* _Given information_
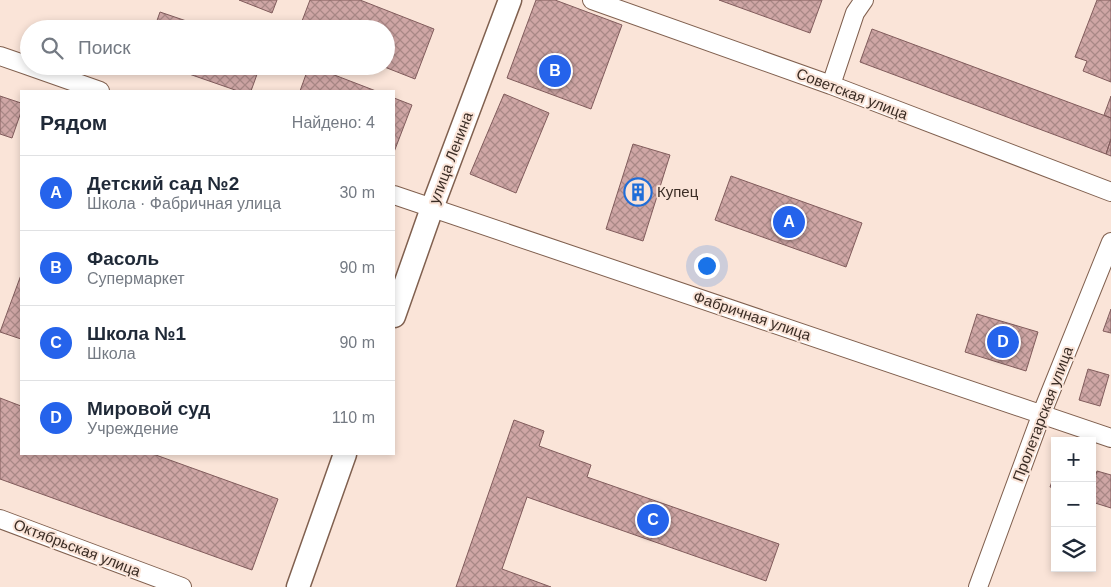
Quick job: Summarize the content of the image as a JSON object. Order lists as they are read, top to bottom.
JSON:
{
  "streets": {
    "street": [
      "Советская улица",
      "улица Ленина",
      "Фабричная улица",
      "Пролетарская улица",
      "Октябрьская улица"
    ]
  },
  "crossings": [
    ["улица Ленина", "Фабричная улица"],
    ["Фабричная улица", "Пролетарская улица"]
  ],
  "places": {
    "building": ["Купец"]
  },
  "page": {
    "search": "Поиск",
    "pins": [
      "B",
      "A",
      "D",
      "C"
    ],
    "heading": ["Рядом", "Найдено: 4"],
    "list": [
      {
        "mark": "A",
        "name": "Детский сад №2",
        "note": "Школа · Фабричная улица",
        "value": "30 m"
      },
      {
        "mark": "B",
        "name": "Фасоль",
        "note": "Супермаркет",
        "value": "90 m"
      },
      {
        "mark": "C",
        "name": "Школа №1",
        "note": "Школа",
        "value": "90 m"
      },
      {
        "mark": "D",
        "name": "Мировой суд",
        "note": "Учреждение",
        "value": "110 m"
      }
    ],
    "map_buttons": ["+", "−"]
  }
}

* _Exercise description_
Could you give the listing again exactly, minus its pictures?

* _Written solution_
Quick job: Summarize the content of the image as a JSON object. Order lists as they are read, top to bottom.
JSON:
{
  "streets": {
    "street": [
      "Советская улица",
      "улица Ленина",
      "Фабричная улица",
      "Пролетарская улица",
      "Октябрьская улица"
    ]
  },
  "crossings": [
    ["улица Ленина", "Фабричная улица"],
    ["Фабричная улица", "Пролетарская улица"]
  ],
  "places": {
    "building": ["Купец"]
  },
  "page": {
    "search": "Поиск",
    "pins": [
      "B",
      "A",
      "D",
      "C"
    ],
    "heading": ["Рядом", "Найдено: 4"],
    "list": [
      {
        "mark": "A",
        "name": "Детский сад №2",
        "note": "Школа · Фабричная улица",
        "value": "30 m"
      },
      {
        "mark": "B",
        "name": "Фасоль",
        "note": "Супермаркет",
        "value": "90 m"
      },
      {
        "mark": "C",
        "name": "Школа №1",
        "note": "Школа",
        "value": "90 m"
      },
      {
        "mark": "D",
        "name": "Мировой суд",
        "note": "Учреждение",
        "value": "110 m"
      }
    ],
    "map_buttons": ["+", "−"]
  }
}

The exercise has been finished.